From the listing below, count the lines where the string "West" occurs. Give the number, with no other words.
══ Entries supplied
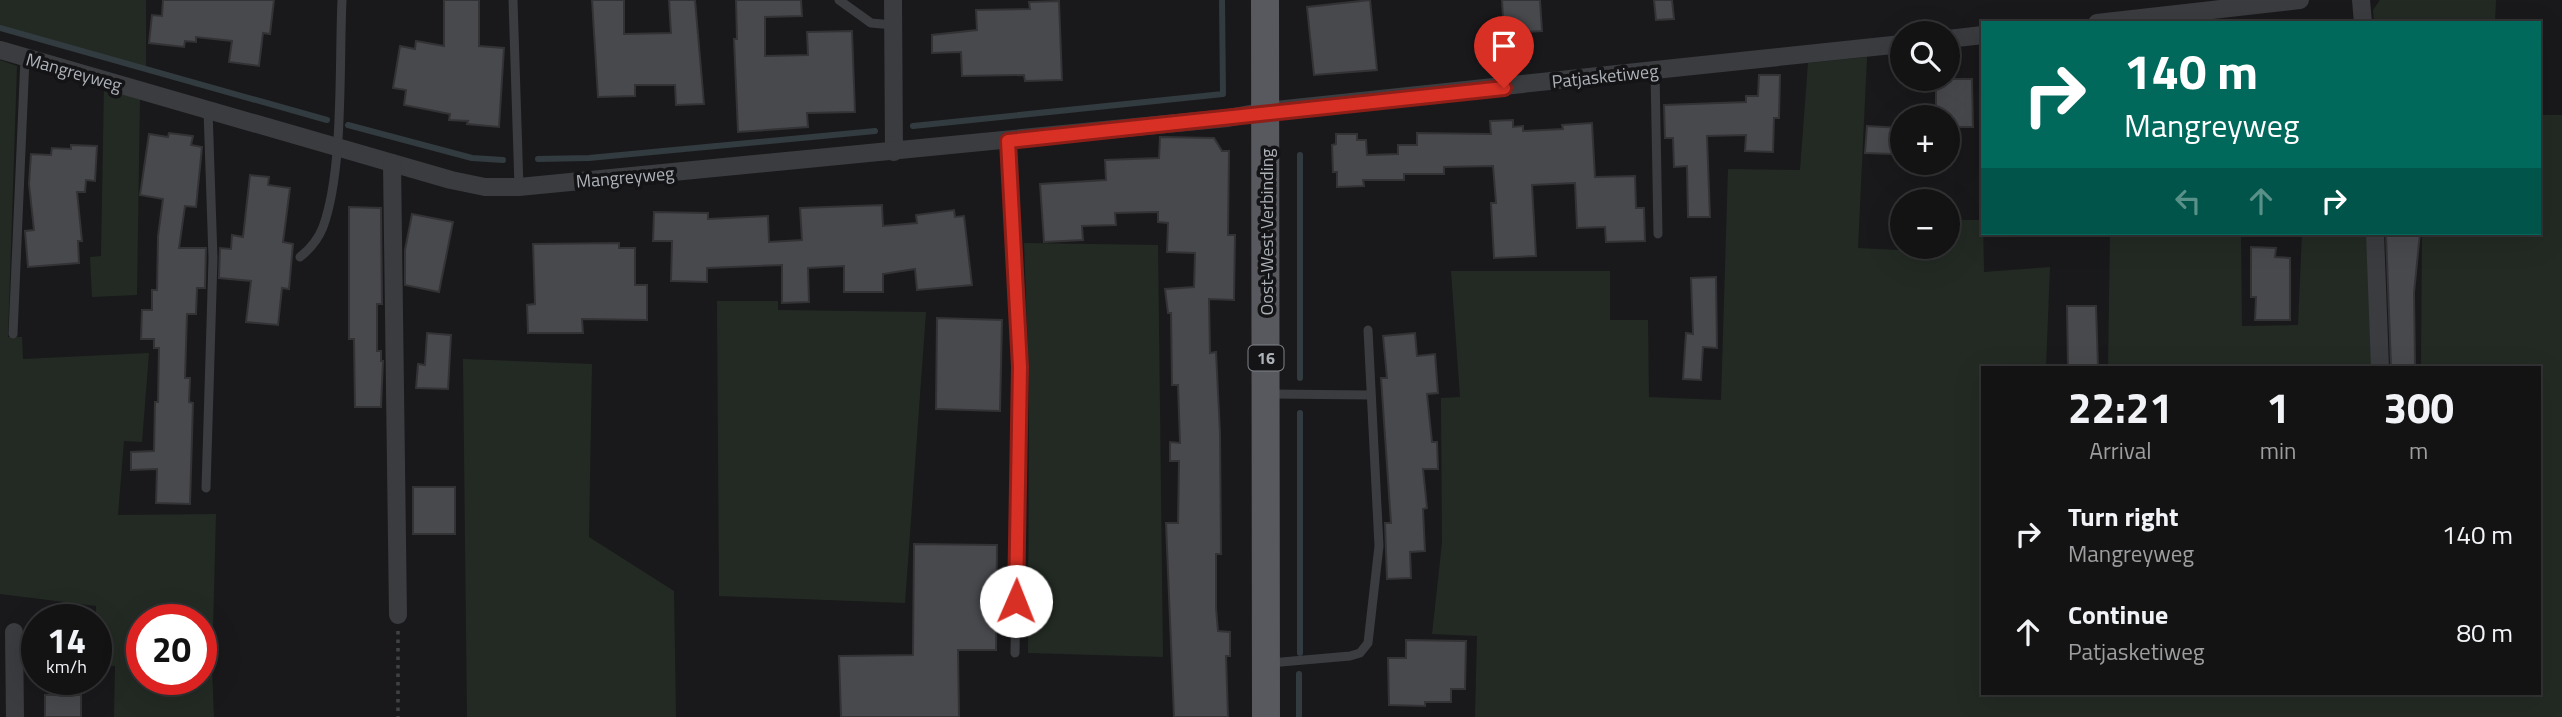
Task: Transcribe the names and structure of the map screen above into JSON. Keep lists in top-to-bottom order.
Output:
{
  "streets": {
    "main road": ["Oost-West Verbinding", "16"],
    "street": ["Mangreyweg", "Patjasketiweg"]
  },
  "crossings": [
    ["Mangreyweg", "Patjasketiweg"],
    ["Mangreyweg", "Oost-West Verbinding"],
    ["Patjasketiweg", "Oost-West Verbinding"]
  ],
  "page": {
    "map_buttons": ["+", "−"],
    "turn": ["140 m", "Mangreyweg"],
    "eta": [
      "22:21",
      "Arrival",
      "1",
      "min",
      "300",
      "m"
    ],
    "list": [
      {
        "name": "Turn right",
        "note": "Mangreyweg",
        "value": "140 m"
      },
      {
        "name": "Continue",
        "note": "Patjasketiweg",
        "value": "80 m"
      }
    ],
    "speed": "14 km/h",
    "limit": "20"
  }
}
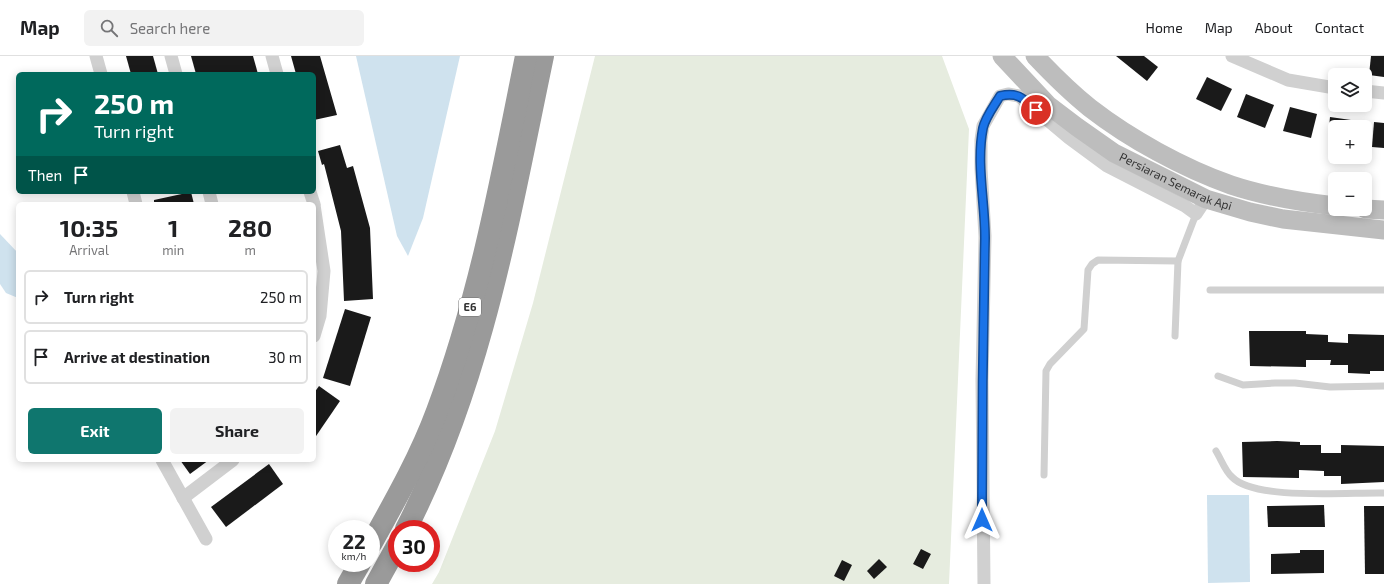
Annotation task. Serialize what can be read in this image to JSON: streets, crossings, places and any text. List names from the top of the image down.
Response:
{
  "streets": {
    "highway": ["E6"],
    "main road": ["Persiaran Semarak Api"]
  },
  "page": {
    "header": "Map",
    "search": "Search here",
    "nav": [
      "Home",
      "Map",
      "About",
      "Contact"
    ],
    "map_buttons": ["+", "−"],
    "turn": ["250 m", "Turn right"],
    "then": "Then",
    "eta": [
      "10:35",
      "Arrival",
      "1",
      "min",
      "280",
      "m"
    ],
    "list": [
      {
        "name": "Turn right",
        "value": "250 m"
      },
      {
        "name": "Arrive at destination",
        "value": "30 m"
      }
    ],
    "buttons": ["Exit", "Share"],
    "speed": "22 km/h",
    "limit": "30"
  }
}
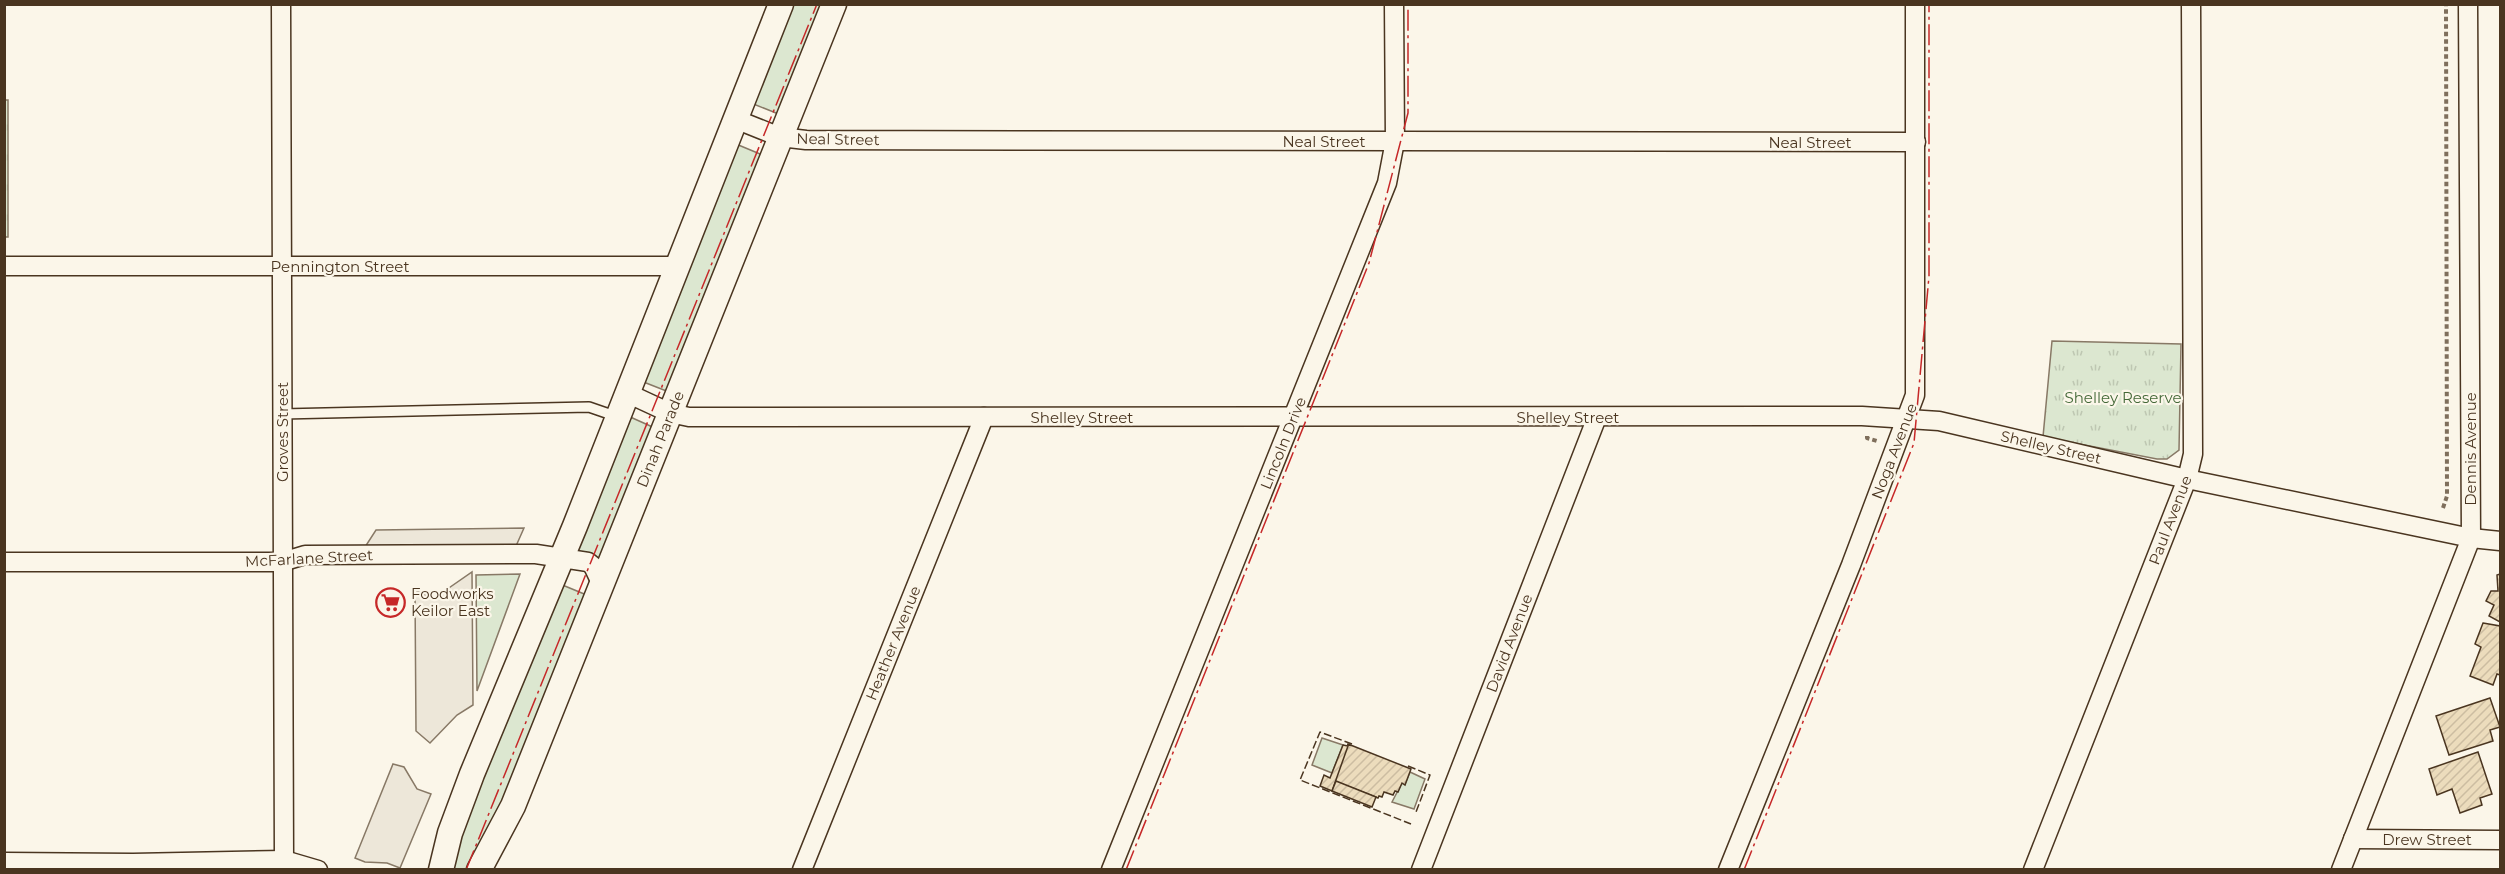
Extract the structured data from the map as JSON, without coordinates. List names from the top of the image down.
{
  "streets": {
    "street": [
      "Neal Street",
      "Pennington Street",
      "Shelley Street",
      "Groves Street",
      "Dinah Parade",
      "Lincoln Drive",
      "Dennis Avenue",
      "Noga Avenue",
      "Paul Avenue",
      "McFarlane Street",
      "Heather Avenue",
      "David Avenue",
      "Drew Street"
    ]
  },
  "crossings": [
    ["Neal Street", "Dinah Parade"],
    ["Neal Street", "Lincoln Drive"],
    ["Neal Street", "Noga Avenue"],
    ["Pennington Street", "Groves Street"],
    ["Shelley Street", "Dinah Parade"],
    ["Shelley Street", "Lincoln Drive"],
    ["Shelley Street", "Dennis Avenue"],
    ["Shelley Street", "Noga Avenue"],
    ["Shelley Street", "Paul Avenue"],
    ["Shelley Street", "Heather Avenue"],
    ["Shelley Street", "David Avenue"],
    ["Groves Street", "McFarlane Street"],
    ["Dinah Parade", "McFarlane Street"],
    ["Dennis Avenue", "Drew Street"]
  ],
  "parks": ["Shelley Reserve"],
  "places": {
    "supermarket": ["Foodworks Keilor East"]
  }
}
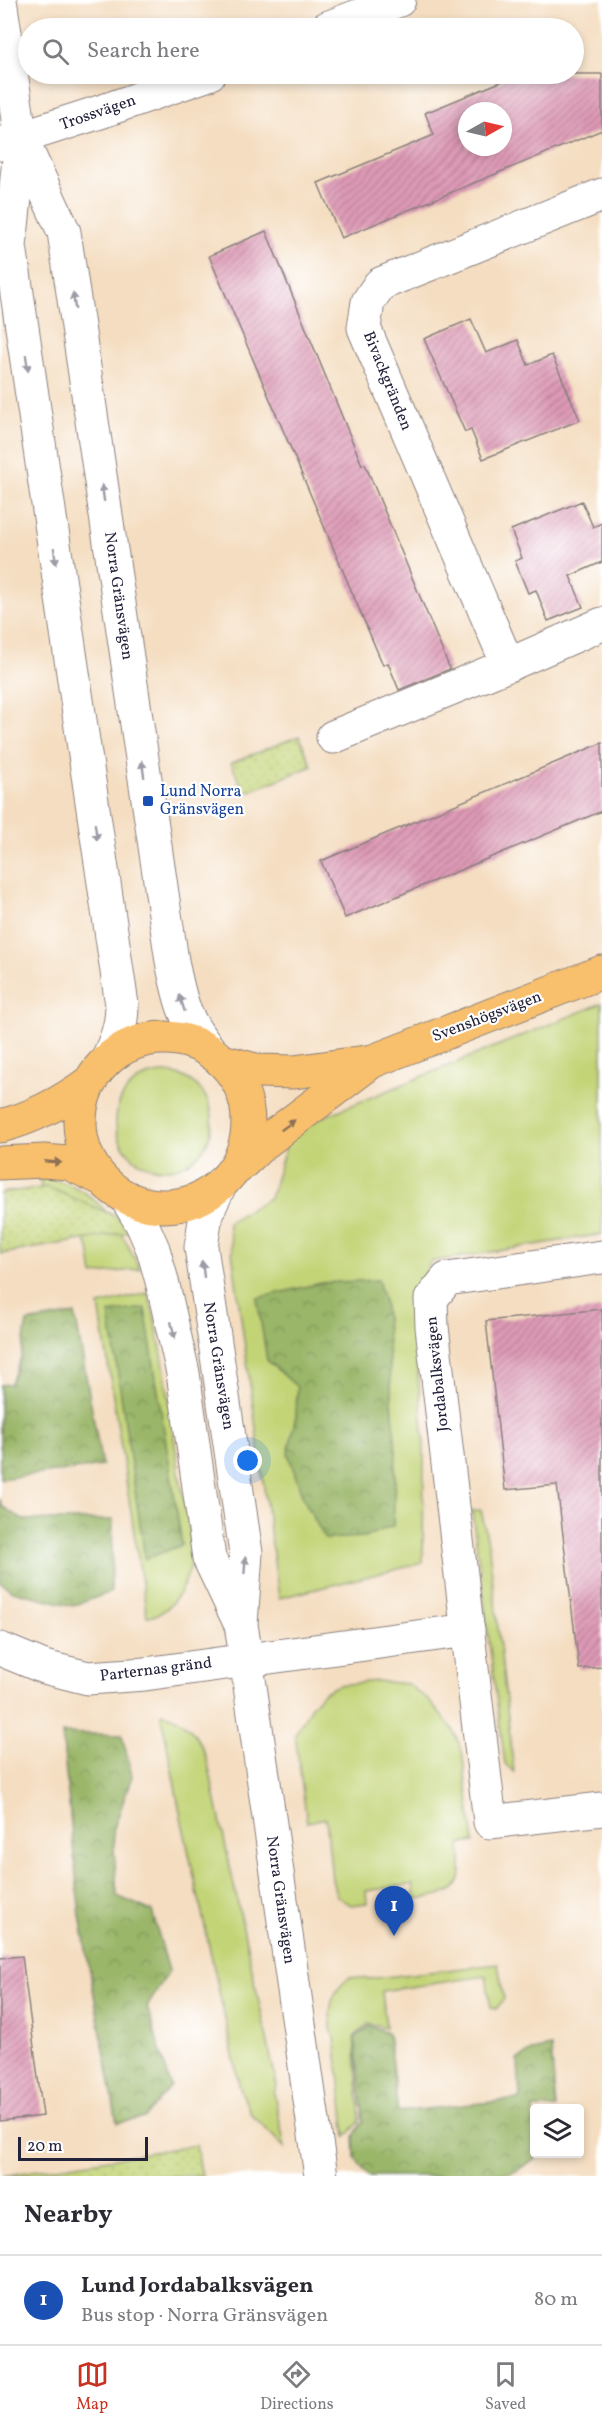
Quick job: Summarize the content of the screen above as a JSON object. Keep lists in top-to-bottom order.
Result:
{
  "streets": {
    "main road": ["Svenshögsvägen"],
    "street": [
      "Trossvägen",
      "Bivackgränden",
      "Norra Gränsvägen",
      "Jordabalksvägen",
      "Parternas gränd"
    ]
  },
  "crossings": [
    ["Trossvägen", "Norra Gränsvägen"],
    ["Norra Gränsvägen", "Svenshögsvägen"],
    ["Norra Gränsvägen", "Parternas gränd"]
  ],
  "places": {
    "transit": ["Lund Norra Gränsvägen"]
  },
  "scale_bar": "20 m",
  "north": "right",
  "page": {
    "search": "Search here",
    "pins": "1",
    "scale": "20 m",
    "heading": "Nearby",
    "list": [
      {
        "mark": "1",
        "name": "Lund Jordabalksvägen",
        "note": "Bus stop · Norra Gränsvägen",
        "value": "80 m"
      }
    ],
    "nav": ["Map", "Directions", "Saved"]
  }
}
════
■ Solution to the problem ■
3